On the 26th day of February, 2014, [Charbonnet] spoke to Mr. Alan Knott, a claims adjuster for defendant, Acceptance Indemnity Insurance Company. During that conversation Mr. Charbonnet reduced his settlement offer to $75, 000.00 and stated that he was willing to negotiate further.[62]

This affidavit, however, has little value because it is not a sufficient binding stipulation. It indicates only that Thompson would be willing to accept a lower settlement award, not that Thompson has waived entitlement to recover damages in excess of $75, 000 in the event that he is awarded that amount in state court. A Louisiana state court can award all damages to which it feels a plaintiff is entitled, regardless of what is plead in the petition.[63] Accordingly, the Court finds that the August 14, 2014 affidavit is insufficient to meet Thompson's burden of showing with legal certainty that his claim is below the federal jurisdictional requirement.[64]

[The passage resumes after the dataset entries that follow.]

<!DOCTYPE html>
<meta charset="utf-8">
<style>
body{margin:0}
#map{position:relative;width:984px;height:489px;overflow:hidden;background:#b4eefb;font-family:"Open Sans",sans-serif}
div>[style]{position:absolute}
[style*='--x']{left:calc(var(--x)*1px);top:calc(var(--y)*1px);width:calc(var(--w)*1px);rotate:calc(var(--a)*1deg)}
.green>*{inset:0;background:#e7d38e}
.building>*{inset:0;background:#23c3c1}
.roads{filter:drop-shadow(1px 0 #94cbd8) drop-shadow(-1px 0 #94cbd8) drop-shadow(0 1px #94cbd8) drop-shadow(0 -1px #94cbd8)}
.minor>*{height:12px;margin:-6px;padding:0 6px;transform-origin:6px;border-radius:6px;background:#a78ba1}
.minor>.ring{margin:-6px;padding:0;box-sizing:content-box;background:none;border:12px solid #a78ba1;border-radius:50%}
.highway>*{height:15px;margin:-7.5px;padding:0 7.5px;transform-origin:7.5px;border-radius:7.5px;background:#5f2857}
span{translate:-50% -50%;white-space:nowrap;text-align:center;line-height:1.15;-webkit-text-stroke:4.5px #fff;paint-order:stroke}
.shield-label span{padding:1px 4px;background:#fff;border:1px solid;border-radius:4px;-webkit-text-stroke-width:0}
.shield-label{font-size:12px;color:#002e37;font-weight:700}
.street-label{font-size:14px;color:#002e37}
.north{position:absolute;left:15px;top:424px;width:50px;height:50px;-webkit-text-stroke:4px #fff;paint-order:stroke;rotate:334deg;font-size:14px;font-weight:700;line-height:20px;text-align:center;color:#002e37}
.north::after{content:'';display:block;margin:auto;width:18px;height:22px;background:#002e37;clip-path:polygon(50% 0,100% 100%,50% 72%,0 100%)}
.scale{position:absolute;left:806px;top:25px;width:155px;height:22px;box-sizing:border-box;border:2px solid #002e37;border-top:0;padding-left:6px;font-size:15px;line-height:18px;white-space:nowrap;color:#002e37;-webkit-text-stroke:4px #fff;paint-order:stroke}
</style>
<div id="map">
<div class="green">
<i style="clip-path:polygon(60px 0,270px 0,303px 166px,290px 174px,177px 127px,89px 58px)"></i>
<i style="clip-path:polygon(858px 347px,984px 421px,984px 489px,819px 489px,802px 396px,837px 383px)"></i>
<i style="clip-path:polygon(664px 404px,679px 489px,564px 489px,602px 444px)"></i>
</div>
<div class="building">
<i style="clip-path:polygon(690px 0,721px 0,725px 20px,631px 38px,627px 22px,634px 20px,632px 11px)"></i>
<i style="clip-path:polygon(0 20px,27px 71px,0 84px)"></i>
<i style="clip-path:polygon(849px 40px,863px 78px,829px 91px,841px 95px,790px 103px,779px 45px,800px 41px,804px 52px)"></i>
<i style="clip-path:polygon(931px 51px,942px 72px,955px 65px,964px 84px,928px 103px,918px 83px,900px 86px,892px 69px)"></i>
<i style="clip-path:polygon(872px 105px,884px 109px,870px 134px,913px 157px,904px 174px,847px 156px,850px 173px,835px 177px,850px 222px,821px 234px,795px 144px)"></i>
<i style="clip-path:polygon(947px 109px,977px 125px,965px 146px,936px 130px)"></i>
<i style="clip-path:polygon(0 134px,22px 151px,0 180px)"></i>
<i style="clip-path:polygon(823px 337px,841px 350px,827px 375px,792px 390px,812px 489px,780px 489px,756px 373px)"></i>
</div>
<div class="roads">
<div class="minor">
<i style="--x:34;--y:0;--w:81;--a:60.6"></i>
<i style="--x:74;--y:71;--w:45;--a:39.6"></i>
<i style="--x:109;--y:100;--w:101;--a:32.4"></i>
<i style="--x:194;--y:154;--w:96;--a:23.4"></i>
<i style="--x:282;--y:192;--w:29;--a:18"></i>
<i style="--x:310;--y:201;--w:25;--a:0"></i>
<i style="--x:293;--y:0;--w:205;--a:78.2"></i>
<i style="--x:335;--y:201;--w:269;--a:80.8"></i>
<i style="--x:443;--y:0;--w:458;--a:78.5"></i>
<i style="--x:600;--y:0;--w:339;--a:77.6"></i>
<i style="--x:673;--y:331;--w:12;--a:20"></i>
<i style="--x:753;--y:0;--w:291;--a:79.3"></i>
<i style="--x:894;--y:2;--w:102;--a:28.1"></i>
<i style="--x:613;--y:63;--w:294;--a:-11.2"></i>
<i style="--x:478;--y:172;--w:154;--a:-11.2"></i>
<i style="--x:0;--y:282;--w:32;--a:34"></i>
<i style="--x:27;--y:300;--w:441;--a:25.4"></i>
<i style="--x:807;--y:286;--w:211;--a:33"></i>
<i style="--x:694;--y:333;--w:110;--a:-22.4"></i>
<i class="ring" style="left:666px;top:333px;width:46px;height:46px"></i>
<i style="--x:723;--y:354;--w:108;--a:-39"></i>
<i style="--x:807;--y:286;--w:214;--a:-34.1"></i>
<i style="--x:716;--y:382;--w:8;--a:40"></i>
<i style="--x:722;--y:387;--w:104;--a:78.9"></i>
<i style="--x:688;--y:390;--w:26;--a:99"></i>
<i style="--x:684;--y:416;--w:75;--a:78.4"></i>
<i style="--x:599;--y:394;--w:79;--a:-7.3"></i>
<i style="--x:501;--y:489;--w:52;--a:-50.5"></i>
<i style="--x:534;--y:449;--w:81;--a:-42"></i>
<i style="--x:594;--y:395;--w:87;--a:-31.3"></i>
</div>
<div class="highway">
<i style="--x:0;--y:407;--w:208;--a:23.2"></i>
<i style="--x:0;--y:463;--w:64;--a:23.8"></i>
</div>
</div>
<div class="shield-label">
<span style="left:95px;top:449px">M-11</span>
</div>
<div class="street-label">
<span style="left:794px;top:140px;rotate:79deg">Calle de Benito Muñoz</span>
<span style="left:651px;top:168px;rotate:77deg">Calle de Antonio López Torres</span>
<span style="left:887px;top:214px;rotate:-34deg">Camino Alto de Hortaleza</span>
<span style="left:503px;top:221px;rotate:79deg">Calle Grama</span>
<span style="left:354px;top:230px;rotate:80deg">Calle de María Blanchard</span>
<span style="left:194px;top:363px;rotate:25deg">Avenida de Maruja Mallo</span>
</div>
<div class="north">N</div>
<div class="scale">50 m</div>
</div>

Thompson additionally points to his post-removal stipulation as evidence that his claim is below $75, 000. The Fifth Circuit has held that post-removal affidavits may be considered only if the basis for jurisdiction is ambiguous at the time of removal.[65] This is because once the district court's jurisdiction is established, subsequent events that reduce the amount in controversy to less than $75, 000 generally do not divest the court of diversity jurisdiction.[66] Plaintiffs wishing to remain in state court and comply with state rules of civil procedure may prevent removal by filing a binding stipulation or affidavit with their complaints, so long as the stipulation establishes to a "legal certainty" that the federal amount in controversy is not present.[67] The stipulation must be irrevocable on the plaintiff's part, and not represent an attempt to "manipulate their state pleadings to avoid federal court while retaining the possibility of recovering greater damages in state court following remand."[68] The stipulation must also occur pre-removal, since post-removal stipulations generally have no effect.[69]

In this case, the Court declines to consider Thompson's post-removal stipulation for two reasons. First, the stipulation was filed days after removal, not with Thompson's petition. It accordingly does not establish to a legal certainty that the federal amount in controversy was not present at the time of removal.[70] Second, jurisdiction was not ambiguous at the time of removal because Thompson's pre-petition demand letter established by a preponderance of the evidence that the amount in controversy exceeds $75, 000.

Even if the Court did consider the post-removal stipulation, remand would still be denied. Thompson had ample opportunity prior to filing his petition to stipulate that the amount in controversy in this case does not exceed the jurisdictional minimum. Despite apparently discussing the possibility of a stipulation with Defendants months prior to filing his petition, [71] Thompson failed to actually stipulate to the amount in controversy until after Defendants removed the action to federal court. Considering both the specificity of the pre-petition demand letter and Thompson's unexplained delay in filing his stipulation, it appears that his post-removal stipulation is merely an impermissible attempt to deprive this Court of jurisdiction that has already vested.[72]

Finally, Thompson submits that remand is appropriate because "there is another lawsuit arising out of the same accident involving the same attorneys and the same parties in the Civil District Court for the Parish of Orleans."[73] However, Thompson provides no further elaboration of the facts of the pending lawsuit or why Thompson believes that the cases are related. Thompson's vague reference to "another lawsuit" is insufficient to meet his burden of showing with legal certainty that his claim is below the federal jurisdictional requirement.[74]

IV. Conclusion

Accordingly,

IT IS HEREBY ORDERED that Plaintiff's Motion to Strike[75] is DENIED.

IT IS FURTHER ORDERED that Plaintiff's Motion to Remand[76] is DENIED.